Joseph Steward: Ein harmonischer Zusammenschnitt von Glauben und künstlerischem Blick
Joseph Steward (1753 – 1822) gilt als eine faszinierende Figur der amerikanischen Kunstgeschichte – ein Beweis für die Begegnung von Religiosität, akribischer Beobachtung und aufkommenden neoklassischen Sensibilitäten. Geboren in Upton, Massachusetts, widmete er sein Leben nicht nur dem kirchlichen Dienst, sondern auch der Erfassung der Schönheit seiner Umgebung durch Porträts und Hymnen – ein Vermächtnis, das bis heute nachwirkt.

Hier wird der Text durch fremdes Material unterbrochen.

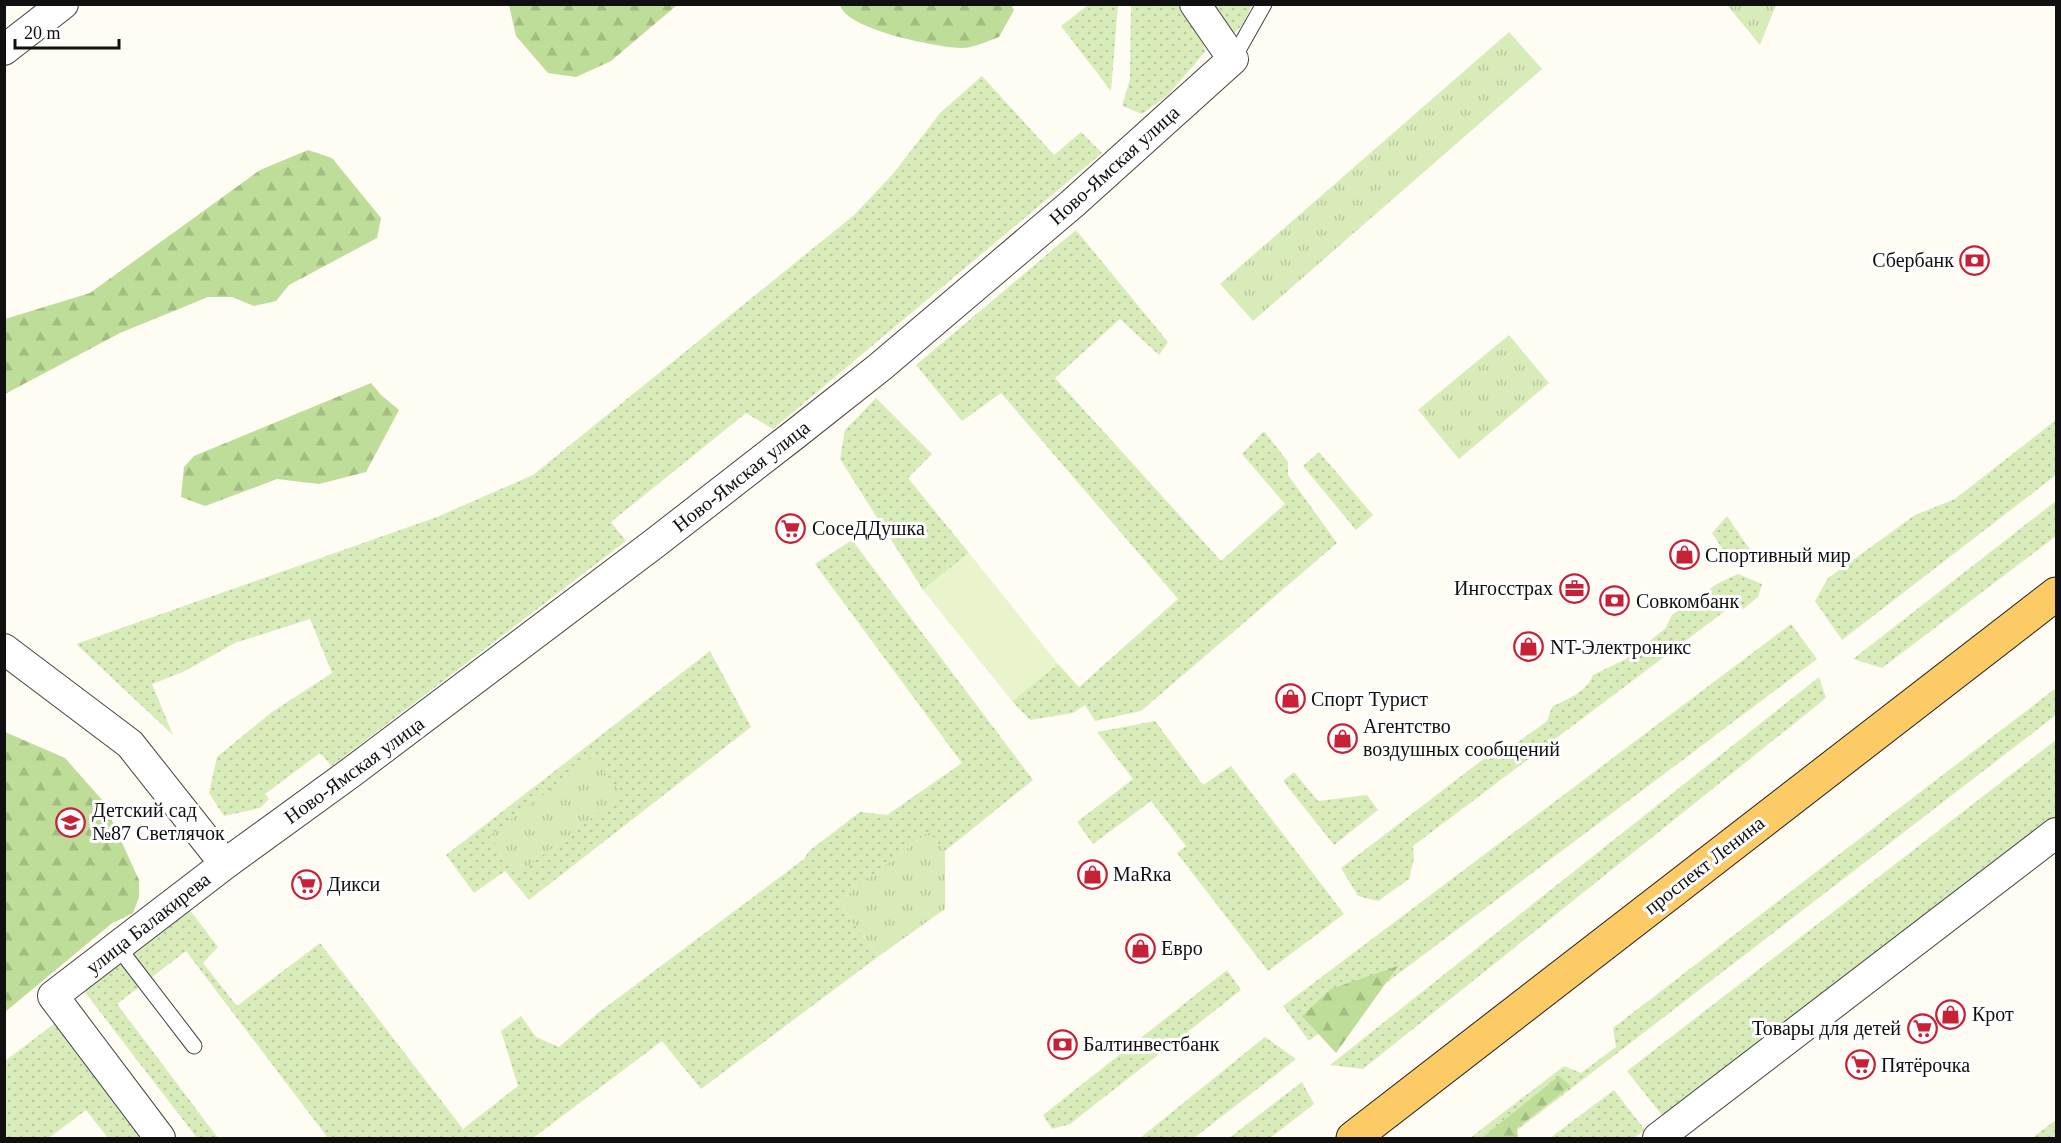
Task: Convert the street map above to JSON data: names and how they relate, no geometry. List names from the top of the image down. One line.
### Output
{"streets":{"main road":["проспект Ленина"],"street":["Ново-Ямская улица","улица Балакирева"]},"crossings":[["Ново-Ямская улица","улица Балакирева"]],"places":{"bank":["Сбербанк","Совкомбанк","Балтинвестбанк"],"supermarket":["СосеДДушка","Дикси","Товары для детей","Пятёрочка"],"shop":["Спортивный мир","NT-Электроникс","Спорт Турист","Агентство воздушных сообщений","МаRка","Евро","Крот"],"office":["Ингосстрах"],"school or university":["Детский сад №87 Светлячок"]},"scale_bar":"20 m"}
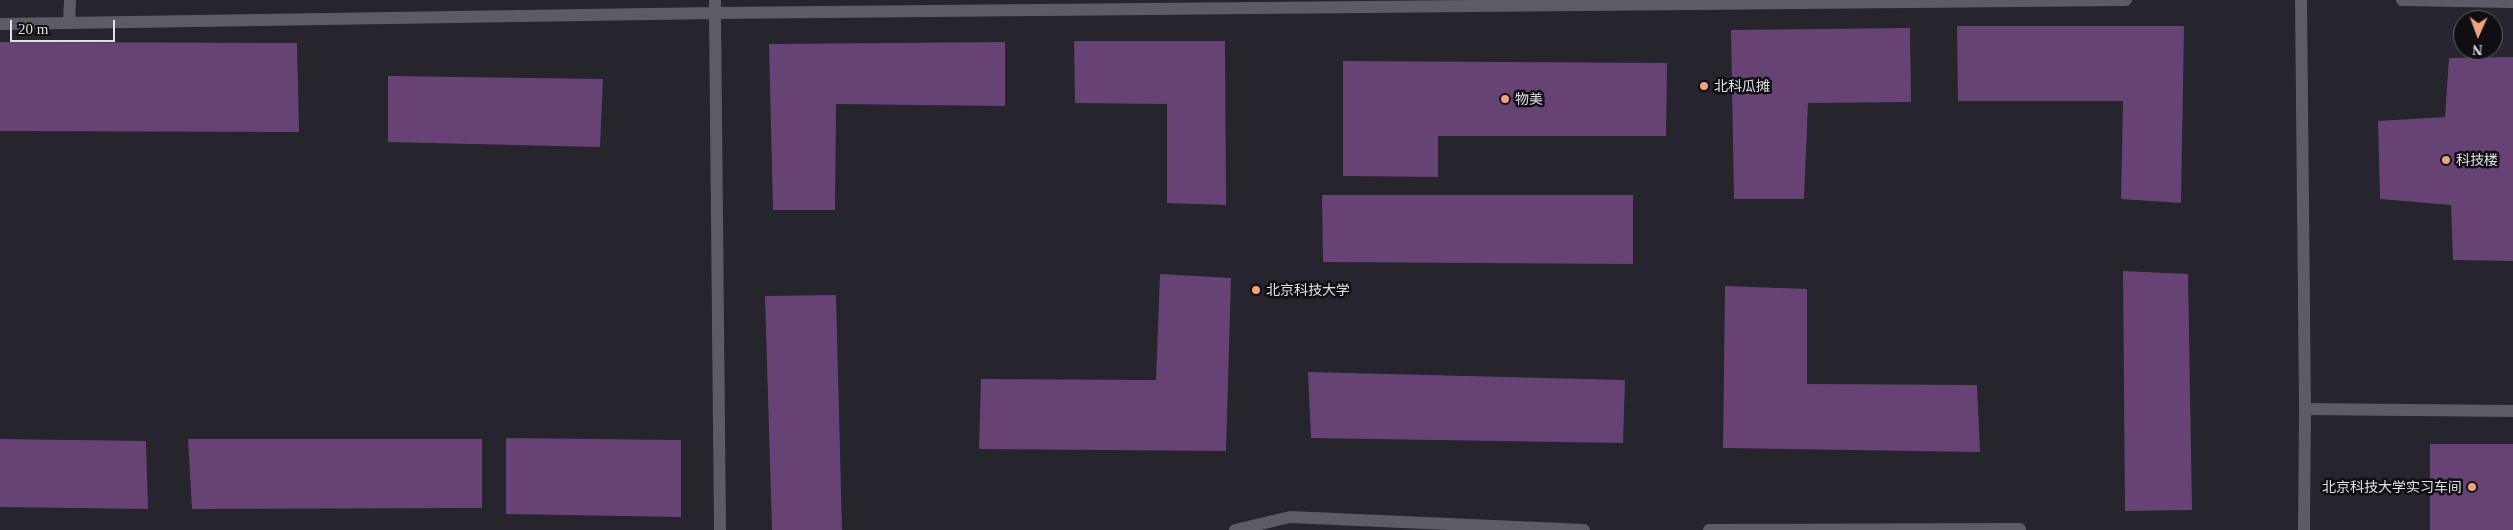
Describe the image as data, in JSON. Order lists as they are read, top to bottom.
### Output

Seine künstlerische Reise begann bescheiden und fand hauptsächlich auf autodidaktischem Weg statt, obwohl ihm angeblich eine kurze Anleitung von Jonathan Trumbull während dessen Aufenthalte in Hartford zugute kam. Doch es war sein unbeirrbarer Einsatz bei der Darstellung von Individuen mit außergewöhnlicher Genauigkeit – insbesondere deutlich im berühmten Gemälde von Jonathan Dwight – das seinen Ruf als geschickter Künstler festigte. Dieses Werk verkörpert seinen unverwechselbaren Stil: eine raffinierte Mischung aus Rokoko und Neoklassik, die durch filigrane Details und eine meisterhafte Darstellung von Landschaft neben dem Aussehen des Motivs geprägt ist. Das subtile Muttermal auf Dwight’s Gesicht, akribisch dargestellt, spiegelt Stewards Hingabe wider, jede Nuance menschlicher Erscheinung einzufangen.
Über seine künstlerischen Aktivitäten hinaus spielte Steward eine bedeutende Rolle bei der Gestaltung der amerikanischen Musikkultur. Er arbeitete mit Nathan Strong und Abel Flint zusammen, um „Die Hartford Auswahl von Hymnen“ zu erstellen – eine Sammlung, die schnell Anklang fand und bis 1821 acht Auflagen erreichte. Dieses ambitionierte Projekt zeigte Stewards intellektuelle Neugierde und seinen Glauben an die Macht der Musik, Demütigung zu inspirieren – ein Spiegelbild des umfassenderen kulturellen Kontextes der frühen Vereinigten Staaten.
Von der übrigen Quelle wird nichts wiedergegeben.